╭─ Data records
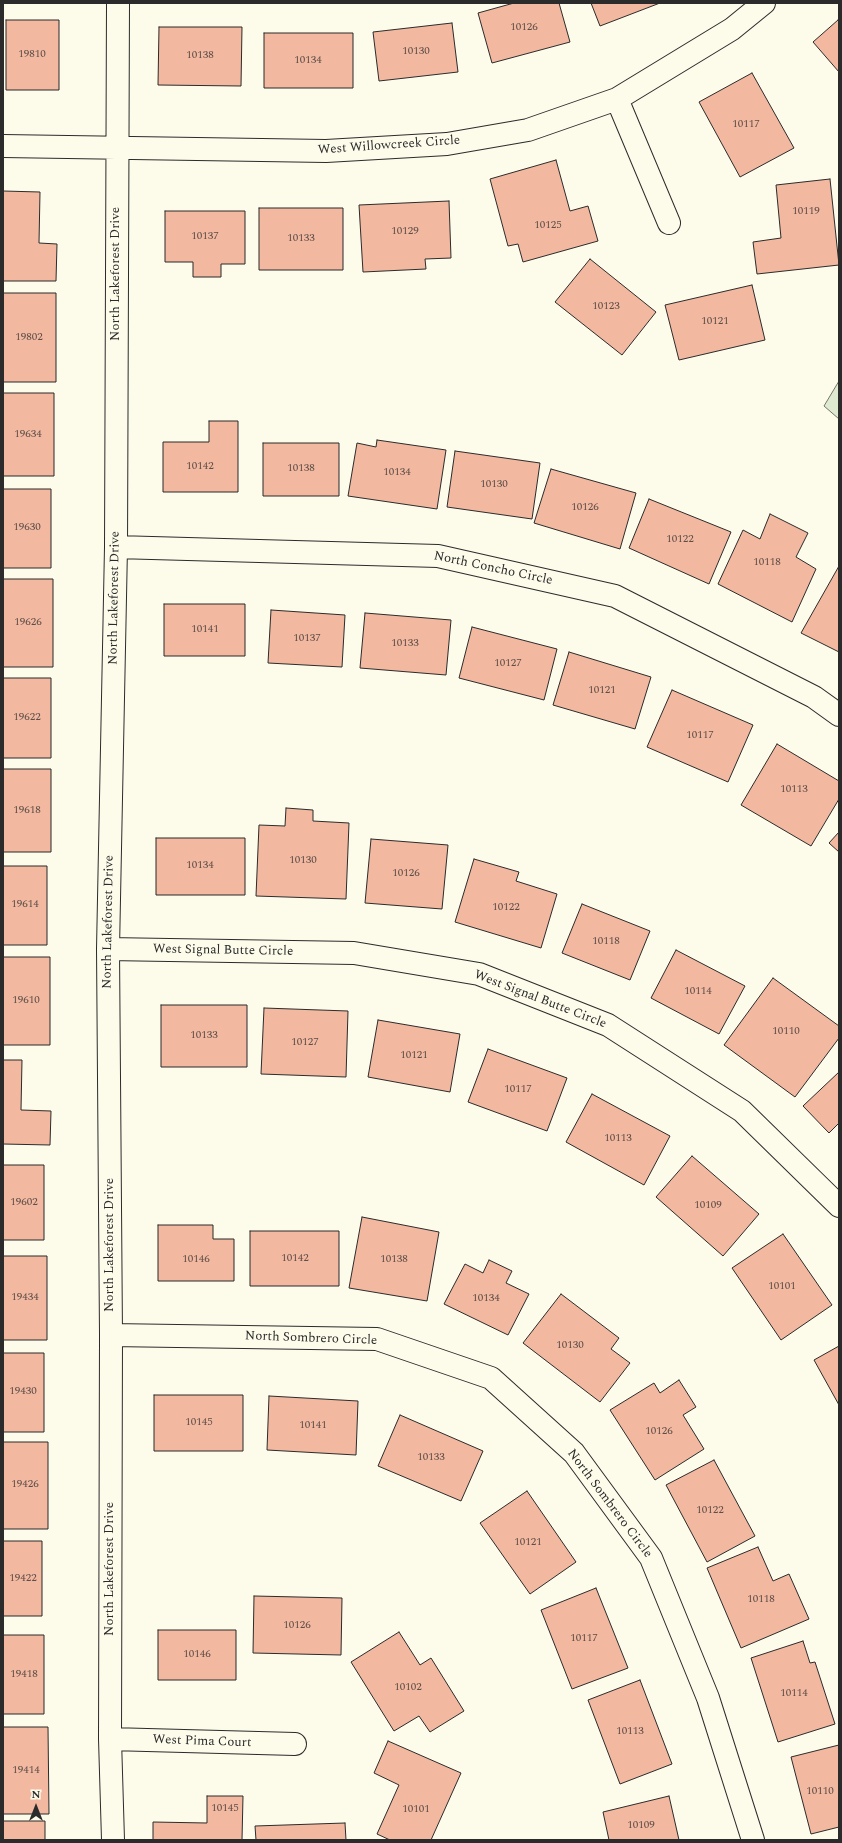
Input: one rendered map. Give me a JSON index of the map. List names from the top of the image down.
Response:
{
  "streets": {
    "street": [
      "West Willowcreek Circle",
      "North Lakeforest Drive",
      "North Concho Circle",
      "West Signal Butte Circle",
      "North Sombrero Circle",
      "West Pima Court"
    ]
  },
  "crossings": [
    ["West Willowcreek Circle", "North Lakeforest Drive"],
    ["North Lakeforest Drive", "North Concho Circle"],
    ["North Lakeforest Drive", "West Signal Butte Circle"],
    ["North Lakeforest Drive", "North Sombrero Circle"],
    ["North Lakeforest Drive", "West Pima Court"]
  ],
  "house_numbers": [
    "10126",
    "10130",
    "19810",
    "10138",
    "10134",
    "10117",
    "10119",
    "10125",
    "10129",
    "10137",
    "10133",
    "10123",
    "10121",
    "19802",
    "19634",
    "10142",
    "10138",
    "10134",
    "10130",
    "10126",
    "19630",
    "10122",
    "10118",
    "19626",
    "10141",
    "10137",
    "10133",
    "10127",
    "10121",
    "19622",
    "10117",
    "10113",
    "19618",
    "10130",
    "10134",
    "10126",
    "19614",
    "10122",
    "10118",
    "10114",
    "19610",
    "10110",
    "10133",
    "10127",
    "10121",
    "10117",
    "10113",
    "19602",
    "10109",
    "10142",
    "10146",
    "10138",
    "10101",
    "19434",
    "10134",
    "10130",
    "19430",
    "10145",
    "10141",
    "10126",
    "10133",
    "19426",
    "10122",
    "10121",
    "19422",
    "10118",
    "10126",
    "10117",
    "10146",
    "19418",
    "10102",
    "10114",
    "10113",
    "19414",
    "10110",
    "10145",
    "10101",
    "10109"
  ],
  "north": "top"
}
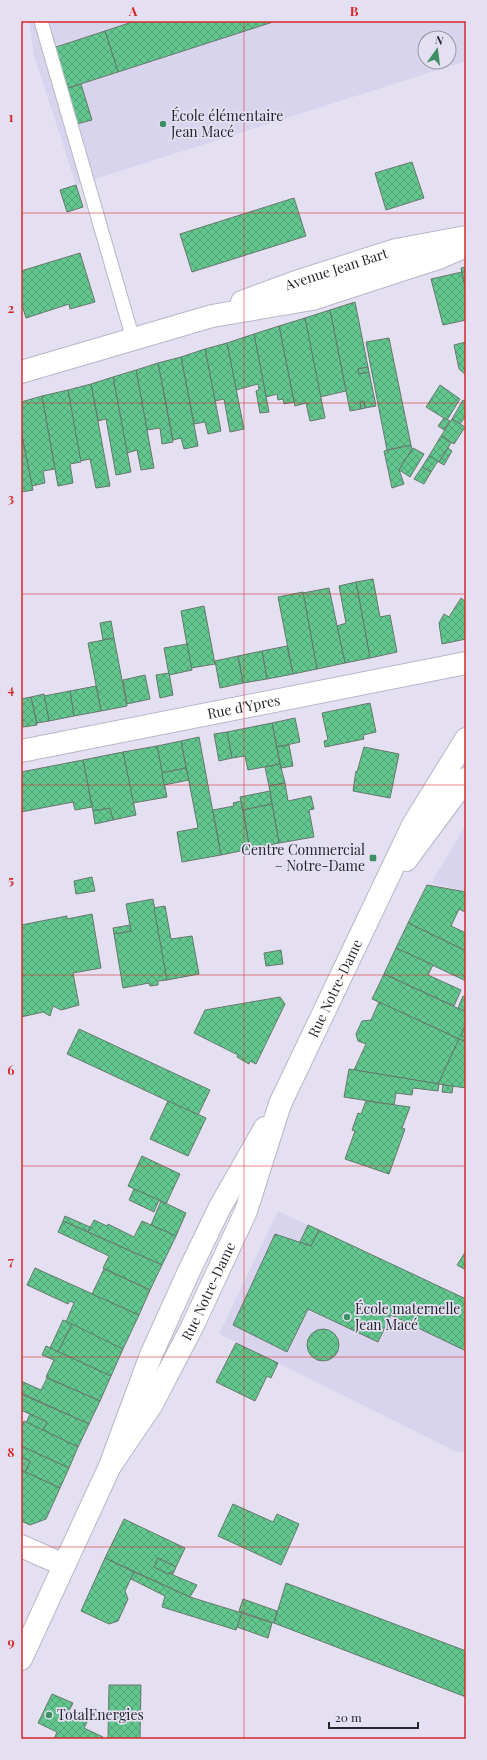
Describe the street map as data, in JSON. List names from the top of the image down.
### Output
{
  "streets": {
    "street": ["Avenue Jean Bart", "Rue d'Ypres", "Rue Notre-Dame"]
  },
  "places": {
    "other": ["École élémentaire Jean Macé", "École maternelle Jean Macé", "TotalEnergies"],
    "transit": ["Centre Commercial – Notre-Dame"]
  },
  "scale_bar": "20 m",
  "north": "top",
  "grid": {
    "columns": ["A", "B"],
    "rows": [
      "1",
      "2",
      "3",
      "4",
      "5",
      "6",
      "7",
      "8",
      "9"
    ]
  }
}
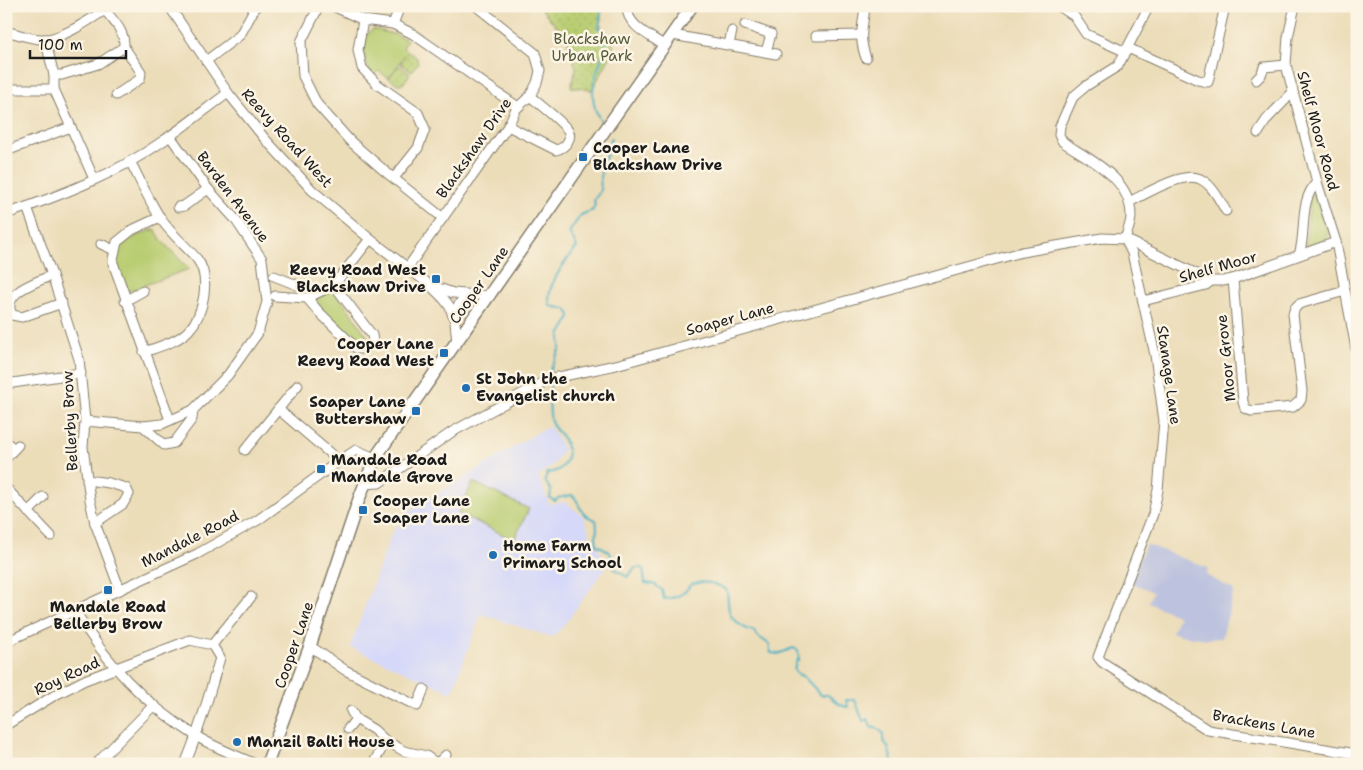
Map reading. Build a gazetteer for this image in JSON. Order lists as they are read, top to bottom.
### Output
{
  "streets": {
    "main road": ["Cooper Lane"],
    "street": [
      "Shelf Moor Road",
      "Reevy Road West",
      "Blackshaw Drive",
      "Barden Avenue",
      "Shelf Moor",
      "Soaper Lane",
      "Moor Grove",
      "Stanage Lane",
      "Bellerby Brow",
      "Mandale Road",
      "Roy Road",
      "Brackens Lane"
    ]
  },
  "crossings": [
    ["Shelf Moor Road", "Shelf Moor"],
    ["Shelf Moor Road", "Moor Grove"],
    ["Reevy Road West", "Blackshaw Drive"],
    ["Barden Avenue", "Bellerby Brow"],
    ["Shelf Moor", "Moor Grove"],
    ["Shelf Moor", "Stanage Lane"],
    ["Cooper Lane", "Soaper Lane"],
    ["Cooper Lane", "Mandale Road"],
    ["Soaper Lane", "Stanage Lane"],
    ["Stanage Lane", "Brackens Lane"],
    ["Bellerby Brow", "Mandale Road"]
  ],
  "parks": ["Blackshaw Urban Park"],
  "places": {
    "transit": [
      "Cooper Lane Blackshaw Drive",
      "Reevy Road West Blackshaw Drive",
      "Cooper Lane Reevy Road West",
      "Soaper Lane Buttershaw",
      "Mandale Road Mandale Grove",
      "Cooper Lane Soaper Lane",
      "Mandale Road Bellerby Brow"
    ],
    "other": ["St John the Evangelist church", "Home Farm Primary School", "Manzil Balti House"]
  },
  "scale_bar": "100 m"
}
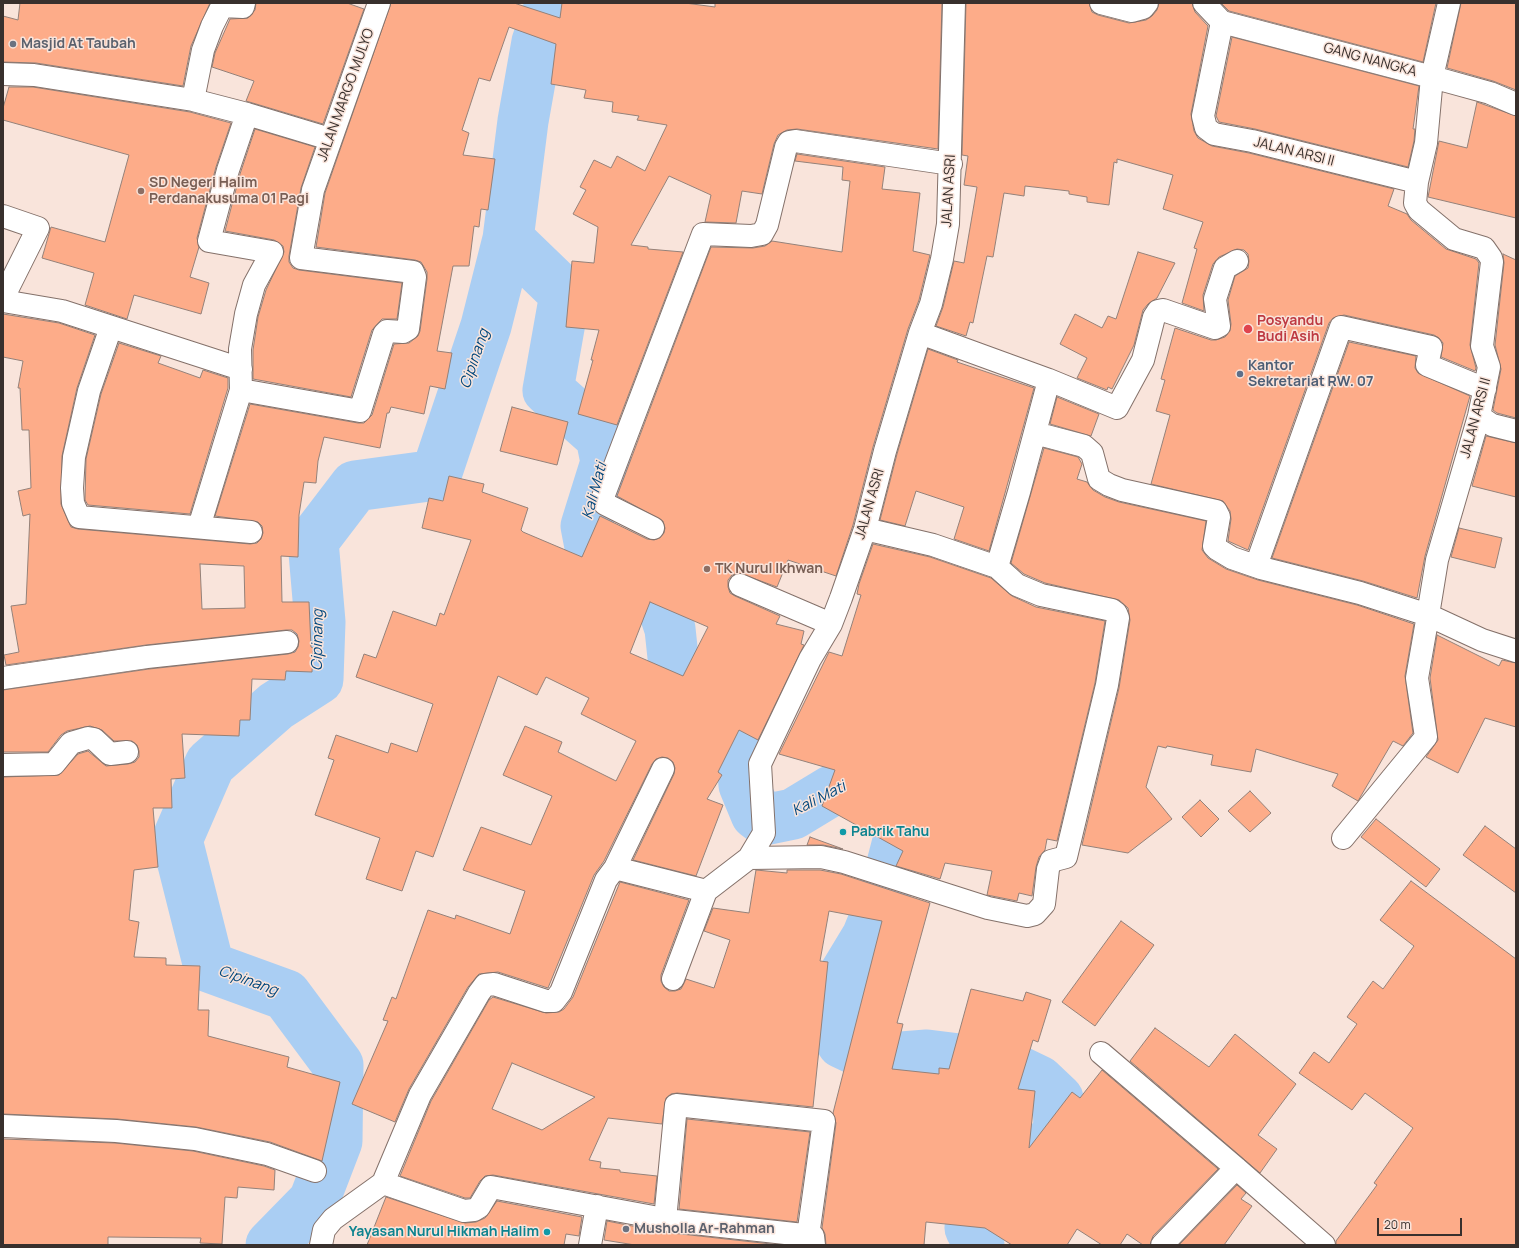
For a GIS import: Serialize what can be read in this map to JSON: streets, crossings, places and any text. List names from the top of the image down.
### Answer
{
  "streets": {
    "street": [
      "GANG NANGKA",
      "JALAN MARGO MULYO",
      "JALAN ARSI II",
      "JALAN ASRI"
    ]
  },
  "crossings": [
    ["GANG NANGKA", "JALAN ARSI II"]
  ],
  "water": ["Cipinang", "Kali Mati"],
  "places": [
    "Masjid At Taubah",
    "SD Negeri Halim Perdanakusuma 01 Pagi",
    "Posyandu Budi Asih",
    "Kantor Sekretariat RW. 07",
    "TK Nurul Ikhwan",
    "Pabrik Tahu",
    "Musholla Ar-Rahman",
    "Yayasan Nurul Hikmah Halim"
  ],
  "scale_bar": "20 m"
}
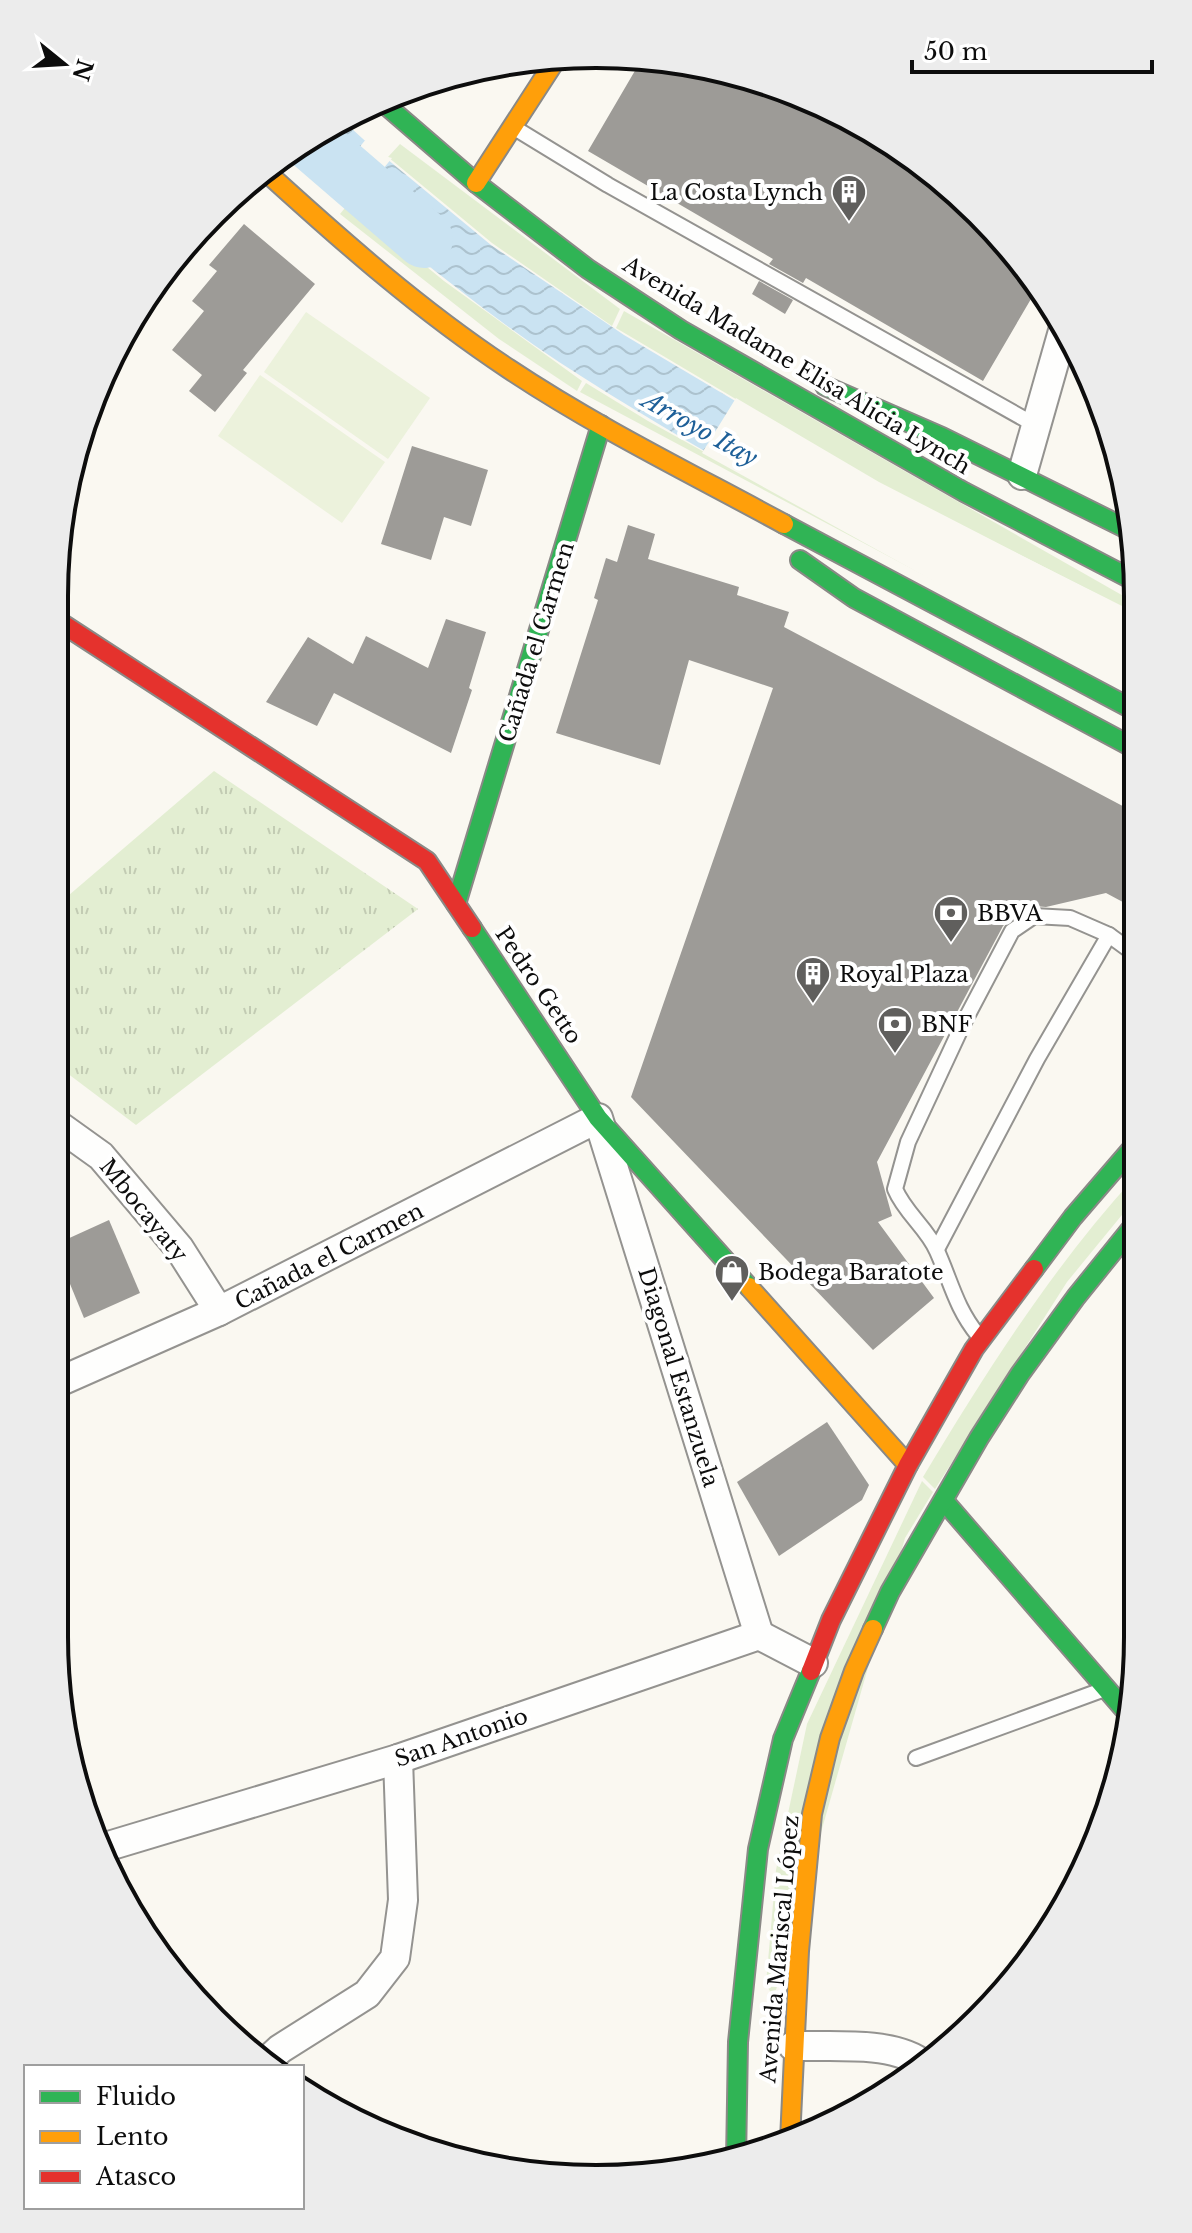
╰─
— Task brief —
Whenever a line in the material contains the word "West", copy that line.

— Exercise output —
      "West Willowcreek Circle",
      "West Signal Butte Circle",
      "West Pima Court"
    ["West Willowcreek Circle", "North Lakeforest Drive"],
    ["North Lakeforest Drive", "West Signal Butte Circle"],
    ["North Lakeforest Drive", "West Pima Court"]
      "Reevy Road West",
    ["Reevy Road West", "Blackshaw Drive"],
      "Reevy Road West Blackshaw Drive",
      "Cooper Lane Reevy Road West",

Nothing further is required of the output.